Three years ago I took voluntary redundancy from a senior job in the finance sector. I was completely burnt out and the plan was to take a year off and think about what to do next.
After 3 months by complete fluke I saw a finance job advertised at a local school. Very junior but very local and lovely hours. Applied and got it out of 60+ candidates.
I love it there, completely different to my previous life and the money's rubbish but it's challenging enough to to be boring, fits with my homelife and the people are great. I'm doing much more than my official role but that suits me too, to make life more interesting.
Anyway after 2 years, I was offered another role and a small promotion. At the time, I asked if, in recognition of the fact that they're getting far more that they're paying for, I could go somewhere close to the mid-point, rather on the bottom of the scale. Boss said she'd take it to the head (who I think would have agreed, he's keen on paying the right staff properly to retain them) but I know she never did. She said something about looking at it in Sept when I was trained, but that didn't happen either.
At the time I didn't think it mattered, in terms of pounds it would have been tiny anyway because of my short hours, but as time's gone on it's become clear that it does matter to me quite a lot. Not the money, if that was important, I'd go back to something similar to before and earn proper money, but the acknowledgement.

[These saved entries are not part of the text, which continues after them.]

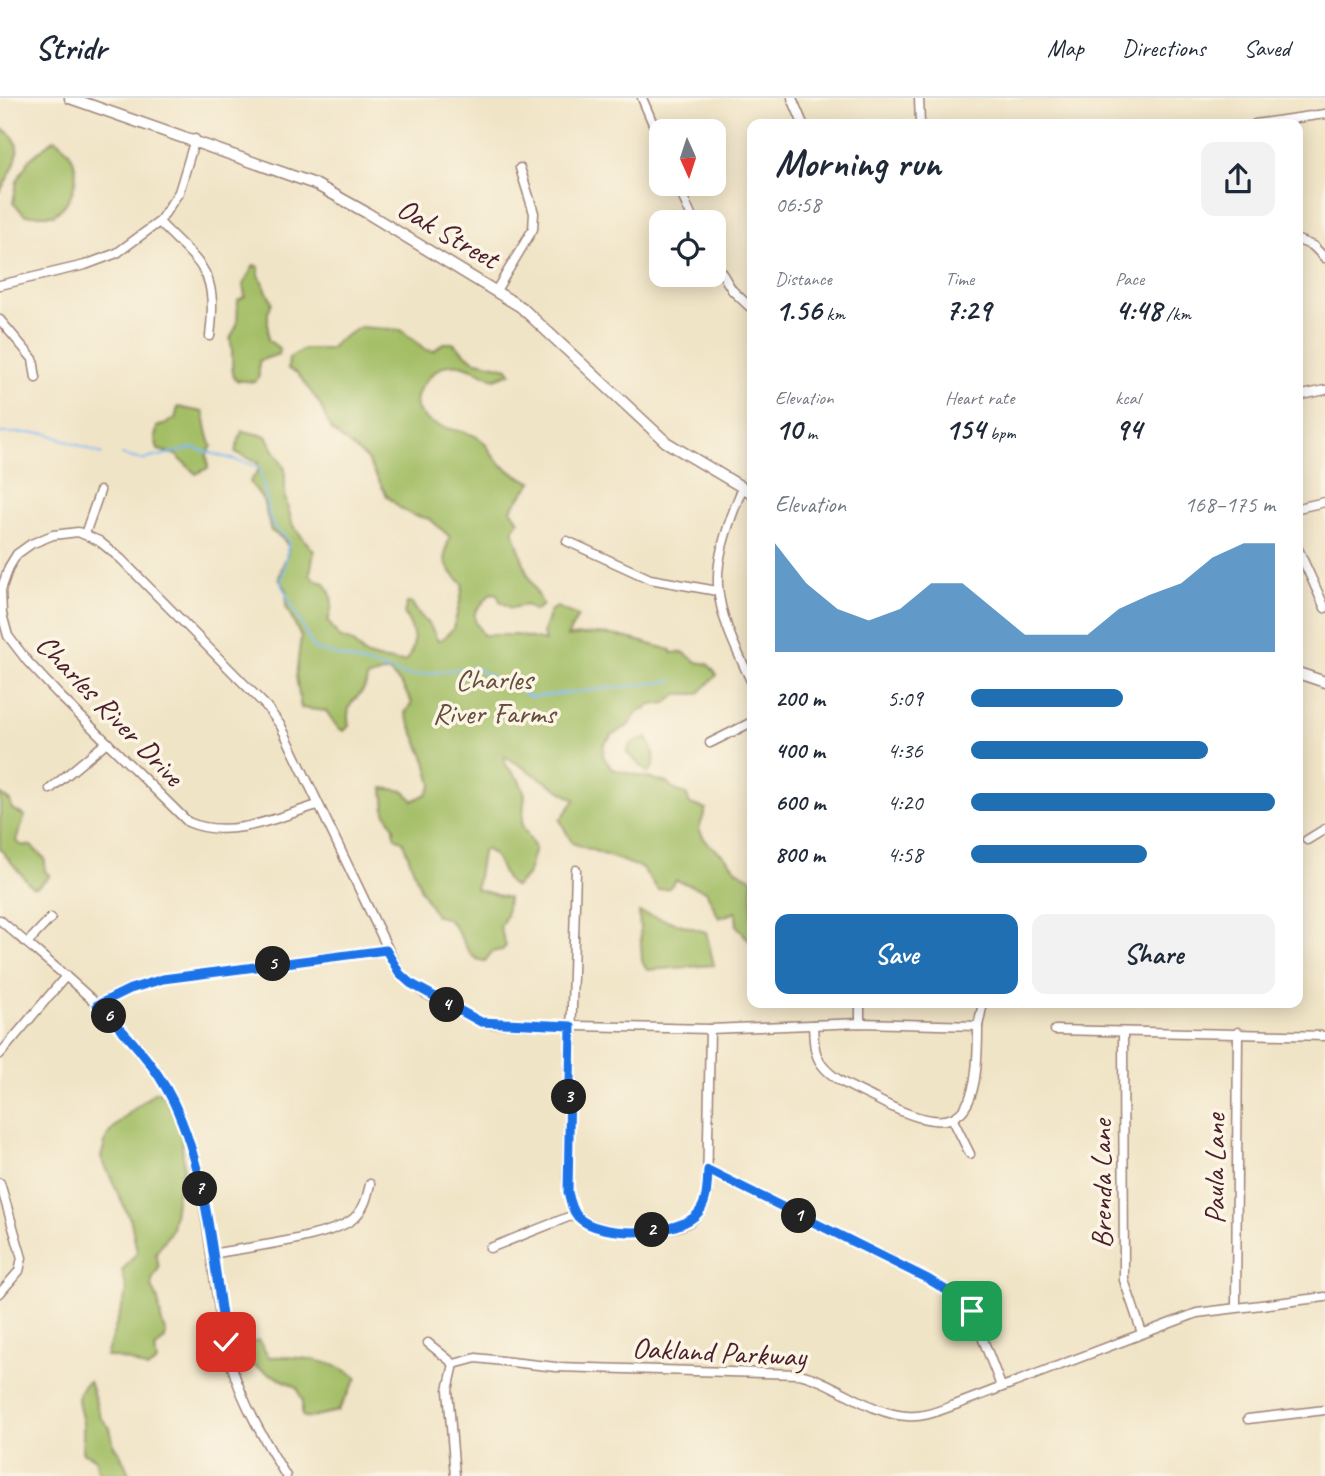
<!DOCTYPE html>
<html lang="en">
<head>
<meta charset="utf-8">
<style>
	:root { --surface:#fff; --page:#f2f2f3; --text:#1f2937; --muted:#747a83; --line:#e0e1e3; --accent:#1f6fb2 }
	body { margin:0; font-family:Caveat,sans-serif; background:var(--page); color:var(--text); height:100vh; display:flex; flex-direction:column; font-size:26px; white-space:nowrap }
	* { box-sizing:border-box; margin:0 }
	p { font-size:23px; color:var(--muted) }
	.icon { flex:none; width:38px; height:38px; fill:none; stroke:currentColor; stroke-width:2; stroke-linecap:round; stroke-linejoin:round }
	.map { position:relative; flex:1; overflow:hidden }
	.sheet { position:absolute; left:747px; top:21px; width:556px; height:889px; display:flex; flex-direction:column; background:var(--surface); border-radius:14px; box-shadow:0 4px 18px #0003 }
	.sheet>* { flex:none }
	.needle { width:46px; rotate:177deg }
	.controls { position:absolute; left:649px; top:21px; display:grid; gap:14px }
	.controls a { display:grid; place-items:center; width:77px; height:77px; border-radius:14px; background:var(--surface); box-shadow:0 4px 18px #0003; font-size:35px }
	.pin { position:absolute; display:grid; place-items:center; width:60px; height:60px; color:#fff; margin:-30px; border-radius:14px; box-shadow:0 4px 10px #0006 }
	.km { position:absolute; width:35px; height:35px; margin:-18px; border-radius:50%; background:#222; color:#fff; font-size:19px; line-height:35px; text-align:center }
	.round { display:grid; place-items:center; flex:none; width:74px; height:74px; border-radius:14px; background:var(--page) }
	.head { display:flex; align-items:center; justify-content:space-between; height:119px; padding:0 28px }
	h1 { font-size:38px; font-weight:700; line-height:52px }
	.figures { display:grid; grid-template-columns:repeat(3,1fr); gap:10px; height:119px; padding:7px 28px }
	.figures div { display:grid; align-content:center }
	.figures b { font-size:30px; font-weight:700 }
	.figures small { font-size:19px; font-weight:400 }
	.figures p { font-size:19px }
	.chart { height:196px; padding:14px 28px }
	.chart p { display:flex; justify-content:space-between }
	.chart svg { width:100%; height:126px; margin-top:7px; fill:var(--accent); opacity:.7 }
	.action { display:flex; gap:14px; margin-top:auto; padding:14px 28px }
	.action a { flex:1; height:80px; border-radius:14px; background:var(--accent); color:#fff; font-size:28px; font-weight:700; line-height:80px; text-align:center }
	.action a+a { background:var(--page); color:var(--text) }
	ul { padding:0 28px; list-style:none; font-size:23px }
	li { display:grid; grid-template-columns:112px 84px 1fr; align-items:center; height:52px }
	li i { height:18px; border-radius:9px; background:var(--accent) }
	header { display:flex; align-items:center; gap:42px; box-sizing:border-box; height:98px; padding:0 35px; background:var(--surface); border-bottom:2px solid var(--line) }
	header strong { font-size:33px }
	nav { display:flex; gap:38px; margin-inline-start:auto; font-size:24px }
	.map>svg:first-child { display:block }
</style>
</head>
<body>
<header>
<strong>Stridr</strong>
<nav><a>Map</a><a>Directions</a><a>Saved</a></nav>
</header>
<div class="map">
<svg width="1325" height="1378" viewBox="0 0 1325 1378">
	<rect width="100%" height="100%" fill="#fcf5e5"/>
	<filter id="ink" filterUnits="userSpaceOnUse"><feTurbulence type="fractalNoise" baseFrequency=".0143" numOctaves="2"/><feDisplacementMap in="SourceGraphic" scale="14" xChannelSelector="R" yChannelSelector="G"/><feConvolveMatrix kernelMatrix="1 2 1 2 8 2 1 2 1" color-interpolation-filters="sRGB"/></filter>
	<filter id="wash" filterUnits="userSpaceOnUse"><feTurbulence type="fractalNoise" baseFrequency=".00686" numOctaves="4" result="noise"/><feDisplacementMap in="SourceGraphic" scale="28" xChannelSelector="R" yChannelSelector="G"/><feGaussianBlur stdDeviation="1.57" result="paint"/><feColorMatrix in="noise" values="0 0 0 0 0 0 0 0 0 0 0 0 0 0 0 0 0 1.4 0 .05"/><feComposite in="paint" operator="in"/></filter>
	<g filter="url(#wash)">
		<rect width="100%" height="100%" fill="#f0e4c6"/>
		<!-- green -->
		<g fill="#a3be65" stroke="#766e48" stroke-width="2">
			<path d="M0 30C32 43 12 74 0 93Z"/>
			<path d="M54 41C85 58 81 97 54 117H25L13 105 17 83 29 62Z"/>
			<path d="M254 167 259 169V177L272 204 268 215V242L280 251 279 256 259 263V278L255 284 235 282C229 272 235 255 230 241L237 227 238 202 245 198 243 187Z"/>
			<path d="M360 229 401 232 426 252 434 253 443 245H453L473 262 508 270 511 275 495 281C482 276 463 264 449 267 432 270 407 298 420 315 435 334 461 329 479 340 487 345 490 355 496 361 505 372 519 379 532 384L511 411 519 423 513 432 527 475 543 507 535 513 526 507 511 510 500 503 497 496 491 495 475 514V523L483 537H517L545 543 543 535 550 513 557 509 578 518 567 539C613 531 629 541 671 552V555L683 554 697 564 708 566 717 577 698 596H678L666 605 651 607 638 614 628 628 613 636 604 646 603 658 612 671 668 685 673 691 687 697 690 706 706 711 699 731C707 748 709 745 722 756 734 767 735 774 752 780V846L737 828 736 814 719 820 706 793 676 782 669 790 658 792 642 770 572 745 560 722 575 702 505 658V666L519 682 525 696 522 727 535 750 527 778 515 789C498 780 503 760 486 751L482 754 476 791 508 800 506 818 500 829 506 848 502 852 492 854 485 863C460 863 464 819 436 818L421 792 403 744 394 738V729L385 714 383 690 405 693 413 703 428 695 432 687 426 663 405 615 412 605 402 587 388 573 367 580C365 604 343 596 349 628L344 633 338 630 326 613 301 610 296 578 301 539 286 508 287 492 279 481C283 456 301 449 271 433L263 402 250 384 259 371 258 365 235 354 242 333 266 338 285 371V399L293 428 314 453 310 476 315 482 325 485C334 499 333 508 328 523L339 539 353 544 365 557 378 561 405 564C419 547 414 532 404 515L407 505H412C420 522 431 523 437 542H441L452 532C455 527 463 491 463 486 444 470 441 461 450 439L430 421 412 417 400 410 387 398 367 361 331 332 320 306 297 275 288 271 289 260 304 251H330L337 243Z"/>
			<path d="M178 309 203 314C207 326 206 336 212 348L207 356 208 370 196 376 176 357 158 352 155 340 157 329 175 321Z"/>
			<path d="M647 640C653 653 660 664 648 675L627 655C629 644 637 641 647 640Z"/>
			<polygon points="0,696 10,703 12,711 25,718 16,743 21,747 31,748 45,761 45,773 50,778 37,789 32,789 0,751"/>
			<polygon points="639,814 706,834 714,867 647,872 642,863"/>
			<path d="M155 994 163 995 181 1033 184 1070 179 1082 172 1131 156 1155 159 1170C144 1192 156 1188 159 1207 161 1219 160 1224 166 1235L165 1241 155 1251 157 1264 147 1271 130 1263 106 1258 127 1193 122 1173 137 1154 131 1123 101 1059C103 1053 105 1043 108 1037 116 1024 143 1004 155 994Z"/>
			<path d="M258 1242 269 1259C296 1258 337 1262 357 1280L338 1313 306 1320 302 1318V1303L297 1289 250 1266 246 1256 249 1247Z"/>
			<path d="M89 1283 101 1320 110 1330 114 1348 120 1355 130 1378H99L95 1360 82 1354C82 1345 84 1334 83 1325 80 1308 71 1295 89 1283Z"/>
		</g>
		<g fill="none" stroke-linecap="round" stroke-linejoin="round">
			<!-- stream -->
			<g stroke="#7ebaf1" stroke-width="2">
				<polyline points="0,335 45,335 102,356"/>
				<polyline points="122,357 142,362 193,350 260,369 271,426 289,443 281,486 314,551 409,578 473,569 531,599 672,583"/>
			</g>
		</g>
	</g>
	<g filter="url(#ink)">
		<g fill="none" stroke-linecap="round" stroke-linejoin="round">
			<!-- minor casing -->
			<g stroke="#9d8278" stroke-width="11">
				<g id="minor">
					<polyline points="642,0 662,47"/>
					<polyline points="792,0 803,26"/>
					<polyline points="919,0 920,26"/>
					<polyline points="1255,26 1325,16"/>
					<polyline points="677,86 694,124"/>
					<path d="M159 124C203 169 218 172 210 238"/>
					<polyline points="1298,142 1313,148 1325,160"/>
					<polyline points="714,162 732,192 752,211"/>
					<polyline points="0,187 85,167 117,155 159,124 179,94 195,41"/>
					<polyline points="497,191 533,131 534,115 520,70"/>
					<polyline points="0,222 33,261 36,280"/>
					<polyline points="1298,298 1325,292"/>
					<path d="M742 391C706 481 711 499 752 585"/>
					<polyline points="1298,410 1325,404"/>
					<polyline points="85,436 100,393"/>
					<polyline points="567,443 650,481 717,493"/>
					<polyline points="1298,451 1325,510"/>
					<polyline points="710,645 752,624"/>
					<polyline points="50,691 107,644"/>
					<path d="M317 707C276 720 229 742 188 724L59 597 28 564 8 538 2 516 1 492 9 469 17 456 31 446 53 437 78 434 99 443 121 461 266 608 281 628 400 876 424 895 481 924 492 926 710 931 860 925 978 928 983 905"/>
					<polyline points="1307,742 1325,731"/>
					<path d="M576 772 567 1080C568 1093 569 1111 580 1120 601 1137 670 1138 691 1123 701 1116 705 1105 707 1095L710 931"/>
					<path d="M0 822C61 876 133 926 172 1001 214 1084 206 1182 232 1269 244 1308 265 1343 286 1378"/>
					<polyline points="27,845 51,820"/>
					<polyline points="97,907 130,890 163,881 385,852"/>
					<polyline points="860,925 860,905"/>
					<path d="M813 927C814 941 813 955 822 967 835 984 859 992 876 1001 965 1048 978 1015 978 928"/>
					<polyline points="1055,932 1325,938"/>
					<polyline points="1123,934 1124,1182 1142,1235"/>
					<polyline points="0,956 66,878"/>
					<polyline points="952,1020 970,1056"/>
					<polyline points="708,1072 928,1181 962,1202 972,1213 1001,1288"/>
					<polyline points="0,1085 22,1160 19,1173 0,1195"/>
					<polyline points="490,1150 576,1116"/>
					<path d="M211 1156C243 1150 332 1140 354 1120 365 1110 367 1099 370 1086"/>
					<polyline points="1236,1208 1238,934"/>
					<path d="M428 1245 454 1266 476 1260 556 1269 799 1276C836 1284 869 1316 907 1318 924 1320 940 1312 955 1307L1197 1215 1325 1199"/>
					<polyline points="454,1266 448,1292 455,1378"/>
					<polyline points="1248,1321 1325,1312"/>
				</g>
			</g>
			<!-- major casing -->
			<g stroke="#9d8278" stroke-width="13">
				<g id="major">
					<polyline points="70,0 315,86 367,115 521,209 666,344 752,395"/>
					<polyline points="1298,575 1325,584"/>
				</g>
			</g>
			<!-- minor -->
			<use href="#minor" stroke="#fff" stroke-width="8"/>
			<!-- major -->
			<use href="#major" stroke="#fff" stroke-width="10"/>
		</g>
	</g>
	<g fill="none" stroke-linecap="round" stroke-linejoin="round" filter="url(#ink)">
		<!-- route casing -->
		<g stroke="#fff" stroke-width="14">
			<path id="route" d="M226 1244C213 1164 208 1077 173 1003 155 966 126 935 97 907L130 891 163 881 386 852 400 876 410 885 481 924 571 928 568 1094C570 1103 572 1112 578 1119 598 1141 682 1138 699 1114 708 1102 707 1087 708 1072L928 1181 962 1202 972 1213"/>
		</g>
		<!-- route -->
		<use href="#route" stroke="#1a73e8" stroke-width="9"/>
	</g>
	<g text-anchor="middle" dominant-baseline="central" stroke-width="7" stroke-linejoin="round" paint-order="stroke">
		<!-- street labels -->
		<g font-size="30" fill="#4a1f2b" stroke="#fcf5e5">
			<text transform="translate(448 135) rotate(30)">Oak Street</text>
			<text transform="translate(110 612) rotate(46)">Charles River Drive</text>
			<text transform="translate(1214 1071) rotate(-90)">Paula Lane</text>
			<text transform="translate(1101 1086) rotate(-90)">Brenda Lane</text>
			<text transform="translate(719 1254) rotate(3)">Oakland Parkway</text>
		</g>
		<!-- park labels -->
		<g font-size="30" fill="#654f3c" stroke="#fcf5e5">
			<text x="494" y="581">Charles<tspan x="494" dy="34">River Farms</tspan></text>
		</g>
	</g>
</svg>
<div class="controls">
<a><svg class="needle" viewBox="-14 -14 28 28"><path d="M0-13l5 13h-10z" fill="#e53935"/><path d="M0 13l5-13h-10z" fill="#747a83"/></svg></a>
<a><svg class="icon" aria-label="locate" viewBox="0 0 24 24"><circle cx="12" cy="12" r="6"/><path d="M12 2v4M12 18v4M2 12h4M18 12h4"/></svg></a>
</div>
<div class="pin" style="left:972px;top:1213px;background:#1e9e55"><svg class="icon" aria-label="arrive" viewBox="0 0 24 24"><path d="M6 21V4h12l-3 4 3 4H6"/></svg></div>
<div class="pin" style="left:226px;top:1244px;background:#d93025"><svg class="icon" aria-label="check" viewBox="0 0 24 24"><path d="M5 12l5 5 9-10"/></svg></div>
<b class="km" style="left:799px;top:1118px">1</b>
<b class="km" style="left:652px;top:1132px">2</b>
<b class="km" style="left:569px;top:999px">3</b>
<b class="km" style="left:447px;top:907px">4</b>
<b class="km" style="left:273px;top:866px">5</b>
<b class="km" style="left:109px;top:918px">6</b>
<b class="km" style="left:200px;top:1091px">7</b>
<section class="sheet">
<div class="head"><div><h1>Morning run</h1><p>06:58</p></div><a class="round"><svg class="icon" aria-label="share" viewBox="0 0 24 24"><path d="M12 15V3M7 8l5-5 5 5M5 13v7h14v-7"/></svg></a></div>
<div class="figures">
<div><p>Distance</p><b>1.56<small> km</small></b></div>
<div><p>Time</p><b>7:29</b></div>
<div><p>Pace</p><b>4:48<small> /km</small></b></div>
</div>
<div class="figures">
<div><p>Elevation</p><b>10<small> m</small></b></div>
<div><p>Heart rate</p><b>154<small> bpm</small></b></div>
<div><p>kcal</p><b>94</b></div>
</div>
<div class="chart"><p><span>Elevation</span>168–175 m</p>
<svg viewBox="0 0 160 44" preserveAspectRatio="none"><path d="M0 44V6L10 20L20 29L30 33L40 29L50 20L60 20L70 29L80 38L90 38L100 38L110 29L120 24L130 20L140 11L150 6L160 6V44z"/></svg>
</div>
<ul>
<li><b>200 m</b>5:09<i style="width:50%"></i></li>
<li><b>400 m</b>4:36<i style="width:78%"></i></li>
<li><b>600 m</b>4:20<i style="width:100%"></i></li>
<li><b>800 m</b>4:58<i style="width:58%"></i></li>
</ul>
<div class="action"><a>Save</a><a>Share</a></div>
</section>
</div>
</body>
</html>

So, I've applied for another job. It's a step up, more responsibility and more money - also more hours than I really want.
So, do I tell current school I've applied and why and see if I can negotiate something here (there might be scope to get the upgrade here, if they want to keep me) or leave it and see what happens?
School will find out if I'm short-listed, as safeguarding means they have to take refs from current employer before interview.